January 29, 2020 - 16:29 AMT
Hubble Telescope successor might not meet March 2021 launch date

While NASA is prepping to decommission one of the Great Observatories, namely the Spitzer Space Telescope, it is also developing the next generation of telescopes, Mashable reports.

James Webb Space Telescope, the successor to the Hubble Space Telescope and the most powerful and complex observatory ever built, is scheduled to launch on March 30, 2021, but it might not. A report from the U.S. Government Accountability Office (US GAO) says that NASA will likely postpone the launch.

The U.S. GAO is a government agency that audits and evaluates the programs funded by the U.S. government.

The report evaluated that there was “only a 12 per cent confidence level” for the space telescope to make its March 2021 launch date. This will not be the first delay the JWST has seen since its inception as The Verge reports, the costs have skyrocketed by 95 per cent as the schedule kept getting extended further and further.

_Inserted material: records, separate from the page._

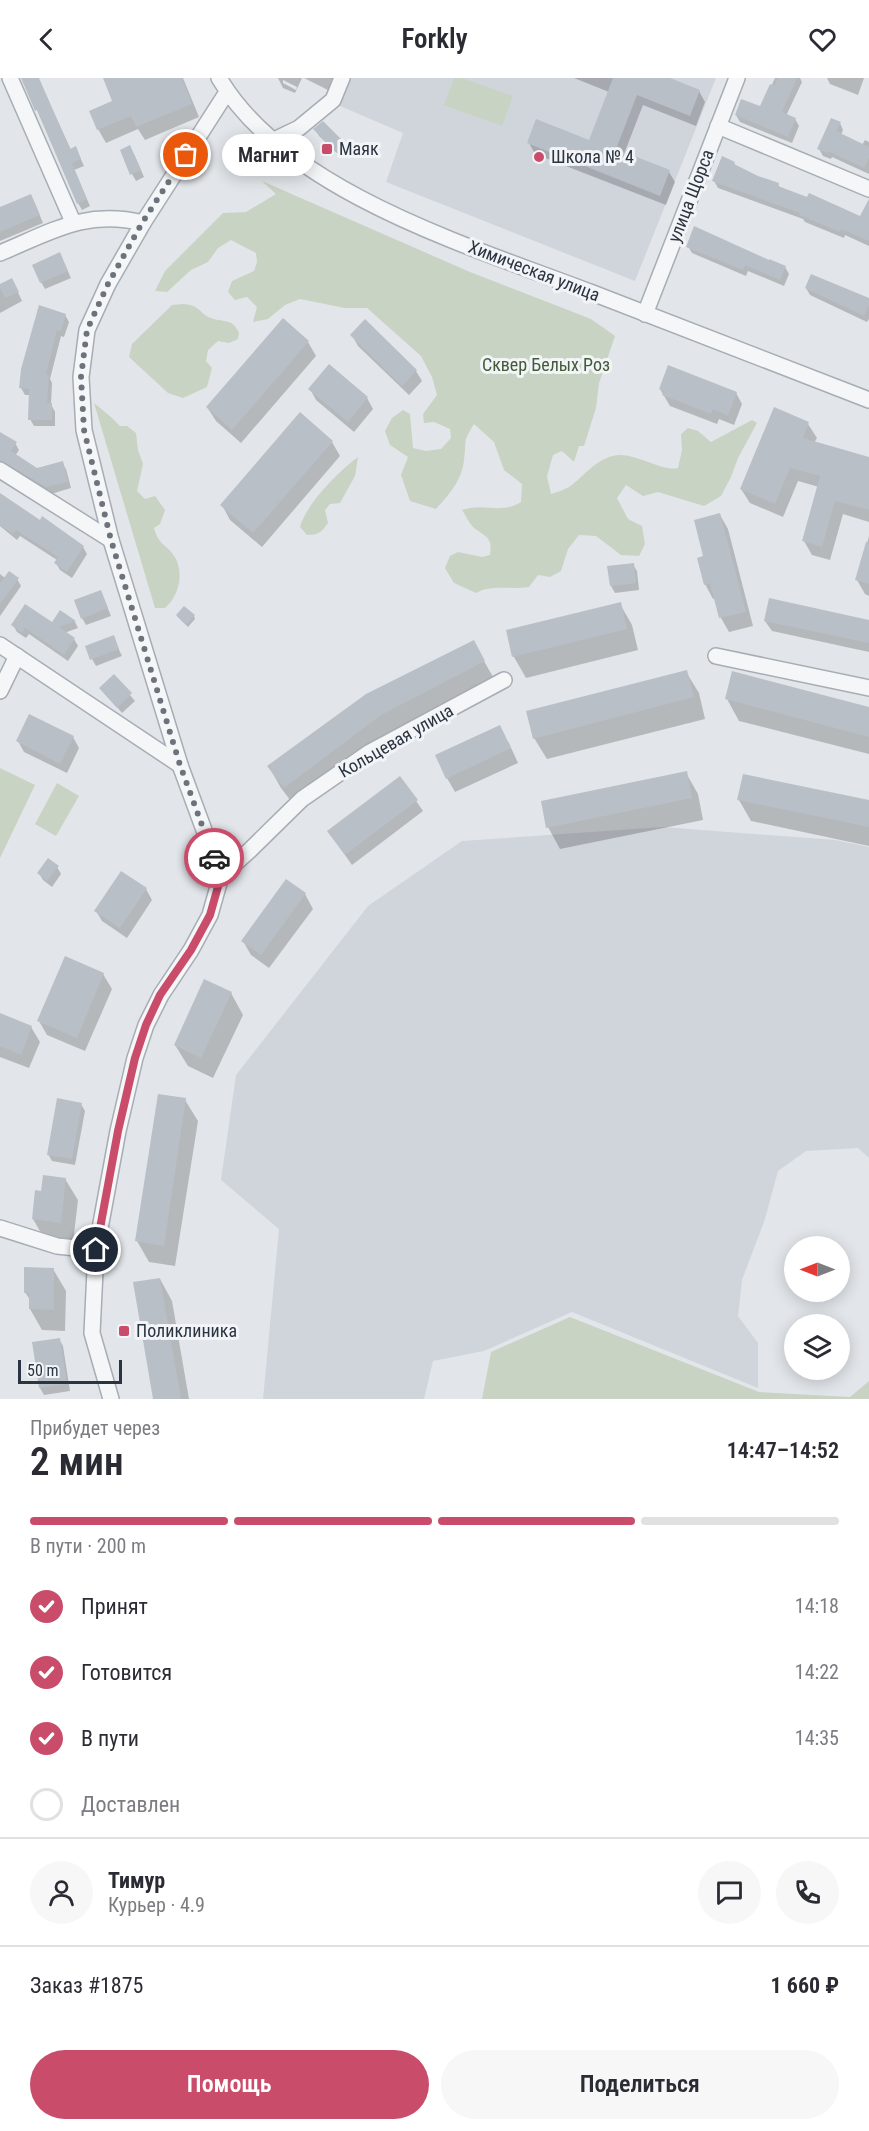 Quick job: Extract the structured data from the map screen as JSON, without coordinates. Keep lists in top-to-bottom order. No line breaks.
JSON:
{"streets":{"street":["улица Щорса","Химическая улица","Кольцевая улица"]},"crossings":[["улица Щорса","Химическая улица"]],"parks":["Сквер Белых Роз"],"places":{"transit":["Маяк","Поликлиника"],"other":["Магнит","Школа № 4"]},"scale_bar":"50 m","north":"left","page":{"header":"Forkly","bubble":"Магнит","scale":"50 m","heading":["2 мин","Прибудет через","14:47–14:52"],"panel":["Тимур","Курьер · 4.9","Заказ #1875","1 660 ₽"],"bar":"В пути · 200 m","list":[["Принят","14:18"],["Готовится","14:22"],["В пути","14:35"],"Доставлен"],"buttons":["Помощь","Поделиться"]}} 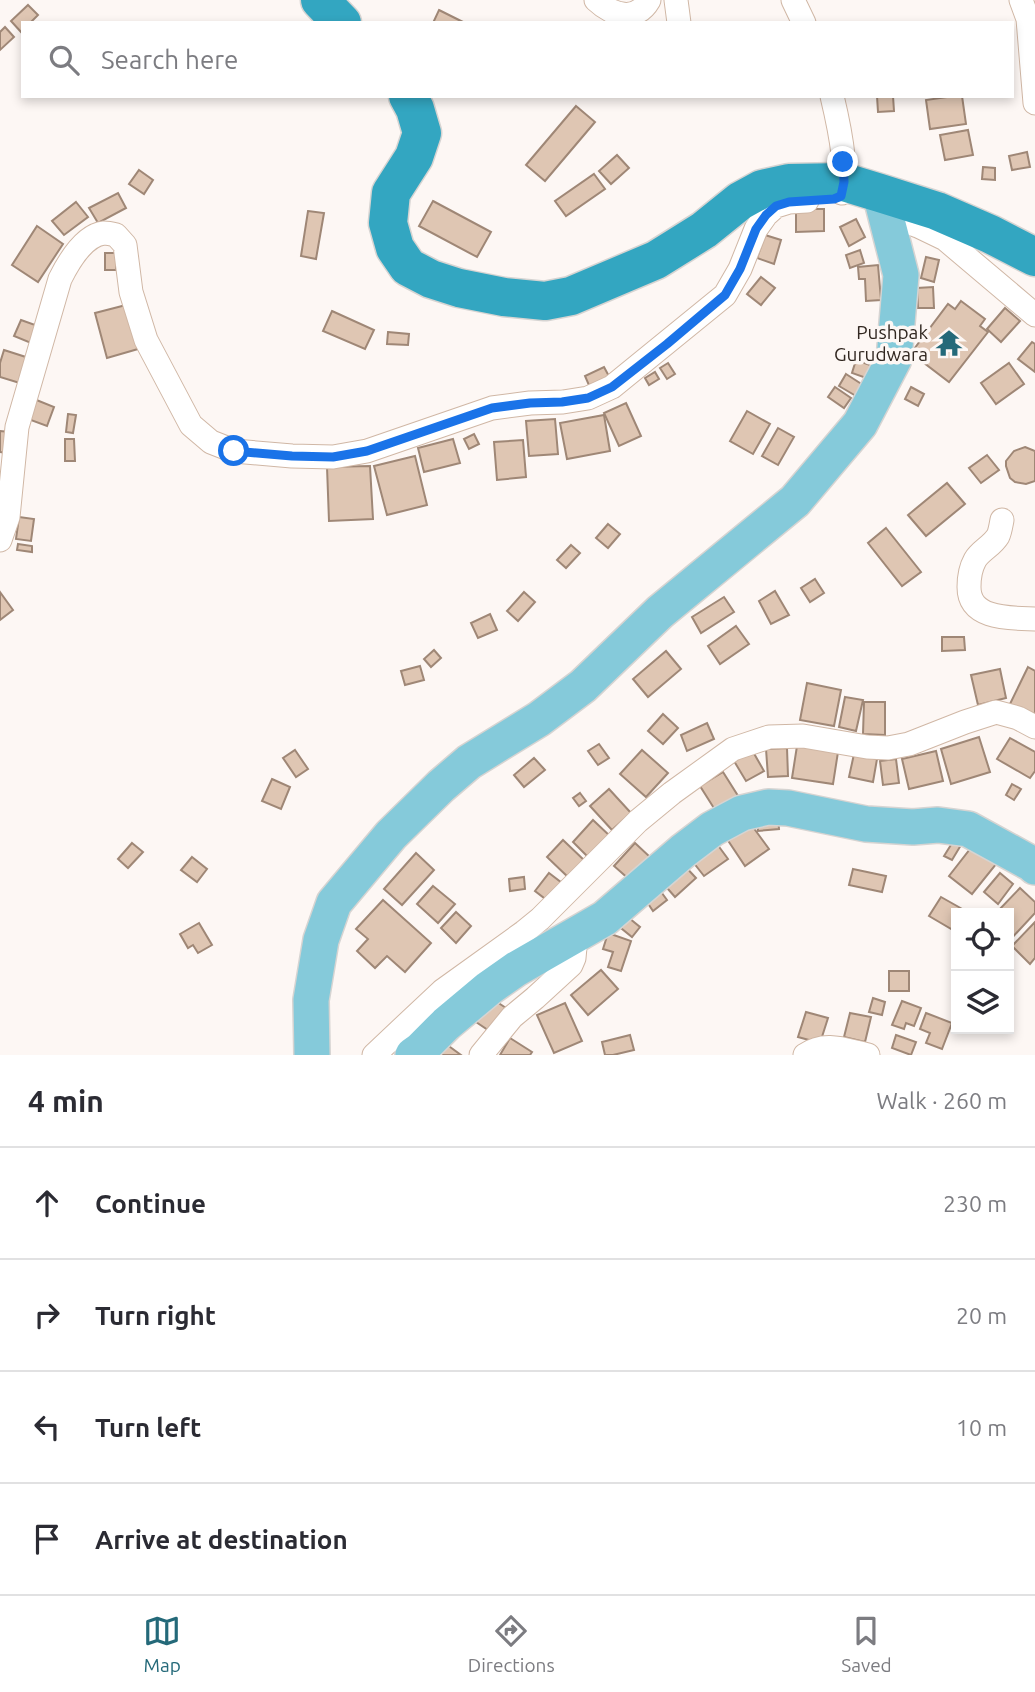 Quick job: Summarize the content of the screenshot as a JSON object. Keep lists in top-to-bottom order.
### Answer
{
  "places": {
    "temple": ["Pushpak Gurudwara"]
  },
  "page": {
    "search": "Search here",
    "heading": ["4 min", "Walk · 260 m"],
    "list": [
      ["Continue", "230 m"],
      ["Turn right", "20 m"],
      ["Turn left", "10 m"],
      "Arrive at destination"
    ],
    "nav": ["Map", "Directions", "Saved"]
  }
}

The most powerful and complex observatory ever built, James Webb Space Telescope is an important milestone for space exploration. The origami-inspired design has been developed so that the large telescope with a 6.5-meter long primary mirror can fit inside a rocket. Once in the orbit, the observatory will take months to unfold and be operational. The giant mirror will allow astronomers to peer through the cosmic dust and observe the most distant objects in the Universe.